岩瀬 通算250S達成!いざ前人未到の300Sへ

[ 2010年6月17日 06:00 ]

<中・日>250セーブを挙げ、ドアラとお立ち台で笑顔の中日・岩瀬

 【中日5―3日本ハム】中日の岩瀬仁紀投手(35)が16日、日本ハム戦で今季16セーブ目を挙げ、史上3人目、左腕では初の通算250セーブを達成した。2点リードの9回から登板して1安打無失点に抑えた。高校、大学時代は無名だった左腕がプロ5年目から守護神に転向。昨季は史上初の11年連続50試合登板、5年連続30セーブも達成した鉄腕が、とうとう名球会入りの資格を手にした。

【試合結果


 心からの笑顔だった。マウンド付近にできた祝福の輪。岩瀬はベンチ前で落合監督とガッチリ握手を交わした。プロ12年、658試合目で達成した通算250セーブ。球史に名を残す守護神の目は、赤く潤んでいた。
 「1つ1つの積み重ねでここまで来た。きょう決めないとどうしよう、というぐらい覚悟を決めて(マウンドに)上がった。うれしいです!」
 8回にブランコの3ランで逆転。9回、いつもの出番が回ってきた。1死から二塁打を許すも後続を断った。予備日とあって観客はわずか6947人。その誰もが歴史の証人になった。前回登板の7日は、2点差を逆転され今季初黒星を喫しただけに「本当はもっと格好良く終わりたかった。(王手からも)苦しみたくはなかったけど…。それも僕らしいですね」
 脳裏に刻まれているのは川上(現ブレーブス)の言葉。「岩瀬さん、そんな笑っとったらナンボでも打たれますよ」。入団当初、痛打を食らってもマウンド上で笑いを浮かべていたことがあった。1学年下のエースの指摘で表情を変えない「鉄仮面」に生まれ変わった。「どんな状況でも心だけは折れないようにする」。黙々と、淡々と。決して弱みは見せない。それだけに重圧から解放されて浮かべた笑顔は、何ともさわやかだった。
 愛知大では外野手兼任も、愛知大学リーグ通算安打記録(125安打)に1安打届かず、投手に専念する決意を固めた。入団1年目から中継ぎ人生。先発は00年10月8日広島戦(広島)の1度だけ。昨年は蓄積された勤続疲労で原因不明の右半身まひに悩まされ「ベッドから起き上がれない日もあった」という。そんな苦難も乗り越えた。
 「監督には“300いけ”と言われてるので、300セーブまで頑張ります」。入団から11年連続50試合登板中の鉄腕。目指すべき数字は、まだ先に残っている。
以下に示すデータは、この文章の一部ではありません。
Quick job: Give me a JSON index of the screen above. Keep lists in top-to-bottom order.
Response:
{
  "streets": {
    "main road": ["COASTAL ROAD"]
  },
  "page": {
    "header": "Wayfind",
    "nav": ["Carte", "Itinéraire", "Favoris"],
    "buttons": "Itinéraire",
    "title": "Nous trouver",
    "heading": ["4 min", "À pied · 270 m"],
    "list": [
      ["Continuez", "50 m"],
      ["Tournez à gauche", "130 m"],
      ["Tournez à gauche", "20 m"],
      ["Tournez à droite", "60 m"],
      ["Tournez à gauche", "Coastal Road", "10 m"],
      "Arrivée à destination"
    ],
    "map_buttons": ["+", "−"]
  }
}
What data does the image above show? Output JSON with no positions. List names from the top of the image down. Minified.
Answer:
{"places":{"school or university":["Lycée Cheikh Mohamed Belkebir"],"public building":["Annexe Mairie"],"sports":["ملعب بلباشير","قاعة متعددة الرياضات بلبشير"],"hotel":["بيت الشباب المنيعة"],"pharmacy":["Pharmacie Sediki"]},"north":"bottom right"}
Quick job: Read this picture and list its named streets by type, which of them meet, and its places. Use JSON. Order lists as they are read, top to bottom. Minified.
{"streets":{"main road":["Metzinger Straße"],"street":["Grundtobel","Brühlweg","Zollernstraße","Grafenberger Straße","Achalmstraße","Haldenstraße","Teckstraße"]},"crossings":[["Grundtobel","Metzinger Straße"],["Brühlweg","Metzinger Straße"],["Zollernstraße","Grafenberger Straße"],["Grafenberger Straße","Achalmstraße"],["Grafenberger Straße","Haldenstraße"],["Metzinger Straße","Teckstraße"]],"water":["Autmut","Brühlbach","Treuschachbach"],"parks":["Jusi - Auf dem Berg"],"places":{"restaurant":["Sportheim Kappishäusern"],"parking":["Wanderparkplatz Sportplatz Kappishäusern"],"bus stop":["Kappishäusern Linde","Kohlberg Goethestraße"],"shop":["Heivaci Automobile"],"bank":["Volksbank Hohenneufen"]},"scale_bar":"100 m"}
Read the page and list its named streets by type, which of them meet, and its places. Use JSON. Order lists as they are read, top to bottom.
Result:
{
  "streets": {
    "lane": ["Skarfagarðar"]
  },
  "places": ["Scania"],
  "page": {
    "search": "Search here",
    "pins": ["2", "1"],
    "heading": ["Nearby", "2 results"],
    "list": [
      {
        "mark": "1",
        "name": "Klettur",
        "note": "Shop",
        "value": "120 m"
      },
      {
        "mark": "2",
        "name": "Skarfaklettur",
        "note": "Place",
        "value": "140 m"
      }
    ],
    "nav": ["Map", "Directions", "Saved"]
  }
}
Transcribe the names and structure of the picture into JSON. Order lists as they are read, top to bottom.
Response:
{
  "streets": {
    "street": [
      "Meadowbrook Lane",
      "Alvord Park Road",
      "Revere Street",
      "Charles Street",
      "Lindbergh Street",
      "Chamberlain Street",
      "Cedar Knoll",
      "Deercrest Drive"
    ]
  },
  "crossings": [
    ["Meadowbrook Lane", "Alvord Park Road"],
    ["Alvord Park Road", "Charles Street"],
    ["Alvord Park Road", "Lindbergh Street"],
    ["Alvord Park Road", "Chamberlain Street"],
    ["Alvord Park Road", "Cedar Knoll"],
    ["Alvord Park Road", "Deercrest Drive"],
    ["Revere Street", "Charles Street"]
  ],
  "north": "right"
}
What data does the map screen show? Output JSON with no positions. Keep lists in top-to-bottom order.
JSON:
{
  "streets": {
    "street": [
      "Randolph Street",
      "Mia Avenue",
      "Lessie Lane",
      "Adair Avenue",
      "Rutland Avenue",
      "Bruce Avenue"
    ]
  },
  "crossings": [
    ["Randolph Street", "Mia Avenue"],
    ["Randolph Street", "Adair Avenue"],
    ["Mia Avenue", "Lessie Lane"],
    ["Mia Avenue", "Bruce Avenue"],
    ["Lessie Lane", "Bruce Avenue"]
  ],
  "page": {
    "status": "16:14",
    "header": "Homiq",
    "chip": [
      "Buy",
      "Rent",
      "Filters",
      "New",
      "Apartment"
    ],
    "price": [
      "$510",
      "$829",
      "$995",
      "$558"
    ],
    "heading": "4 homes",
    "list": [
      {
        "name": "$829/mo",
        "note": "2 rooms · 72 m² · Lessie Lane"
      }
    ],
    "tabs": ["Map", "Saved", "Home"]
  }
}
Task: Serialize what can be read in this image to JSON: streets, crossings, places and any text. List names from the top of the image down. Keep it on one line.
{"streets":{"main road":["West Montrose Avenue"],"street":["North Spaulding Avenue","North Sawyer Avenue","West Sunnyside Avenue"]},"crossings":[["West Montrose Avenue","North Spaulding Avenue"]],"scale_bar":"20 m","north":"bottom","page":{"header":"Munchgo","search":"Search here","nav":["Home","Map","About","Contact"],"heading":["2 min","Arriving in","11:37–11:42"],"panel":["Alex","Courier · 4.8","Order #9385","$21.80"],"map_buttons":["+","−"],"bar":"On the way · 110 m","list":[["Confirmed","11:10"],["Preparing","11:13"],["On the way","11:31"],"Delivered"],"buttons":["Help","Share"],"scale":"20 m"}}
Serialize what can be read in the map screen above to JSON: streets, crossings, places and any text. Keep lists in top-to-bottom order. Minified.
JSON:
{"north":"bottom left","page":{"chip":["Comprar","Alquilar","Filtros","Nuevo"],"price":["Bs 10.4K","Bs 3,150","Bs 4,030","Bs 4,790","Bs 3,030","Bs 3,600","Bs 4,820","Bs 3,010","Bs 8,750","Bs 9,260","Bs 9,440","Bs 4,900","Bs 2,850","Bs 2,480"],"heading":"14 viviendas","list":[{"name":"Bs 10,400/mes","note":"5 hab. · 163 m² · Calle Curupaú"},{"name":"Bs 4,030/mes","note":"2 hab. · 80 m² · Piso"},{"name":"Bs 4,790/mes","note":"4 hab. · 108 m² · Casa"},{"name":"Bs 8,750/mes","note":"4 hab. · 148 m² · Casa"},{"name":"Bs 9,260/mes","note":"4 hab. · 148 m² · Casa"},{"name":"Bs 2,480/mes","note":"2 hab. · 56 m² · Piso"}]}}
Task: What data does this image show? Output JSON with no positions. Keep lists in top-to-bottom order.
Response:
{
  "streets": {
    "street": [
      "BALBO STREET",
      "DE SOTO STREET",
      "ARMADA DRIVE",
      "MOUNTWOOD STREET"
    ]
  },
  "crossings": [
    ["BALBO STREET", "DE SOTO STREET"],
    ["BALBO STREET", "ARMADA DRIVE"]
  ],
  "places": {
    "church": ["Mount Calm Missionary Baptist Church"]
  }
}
 ▼中日・落合監督 まだ250。300だったらお祝いしてやるよ。人のやっていないことをして初めてな。そうなればアイツを抜こうとするヤツが出てくる。そういう目標をつくってやらないとアイツがプロ野球界で生きていた証がない。誰も破れない記録をつくってほしい。

 ≪実働12年は大魔神と並ぶ最少年数≫岩瀬(中)が日本ハム戦で今季16セーブ目を挙げ通算250セーブを達成した。プロ野球3人目で、左腕では初めて。初セーブは1999年6月23日の巨人戦(ナゴヤD)で記録。通算658試合目での到達は、佐々木(横=435試合)、高津(ヤ=512試)に次ぐ3番目のペース。実働12年目での達成は前記佐々木と並ぶ最少年数になった(高津は実働13年目)。

 ◆岩瀬 仁紀(いわせ・ひとき)1974年(昭49)11月10日、愛知県生まれの35歳。西尾東―愛知大―NTT東海を経て98年ドラフト2位で中日入り。1年目に最優秀中継ぎ投手を受賞。落合監督就任の04年から抑え転向。05年は46セーブでシーズン最多セーブ記録を更新した。1メートル80、81キロ。左投げ左打ち。年俸4億3000万円。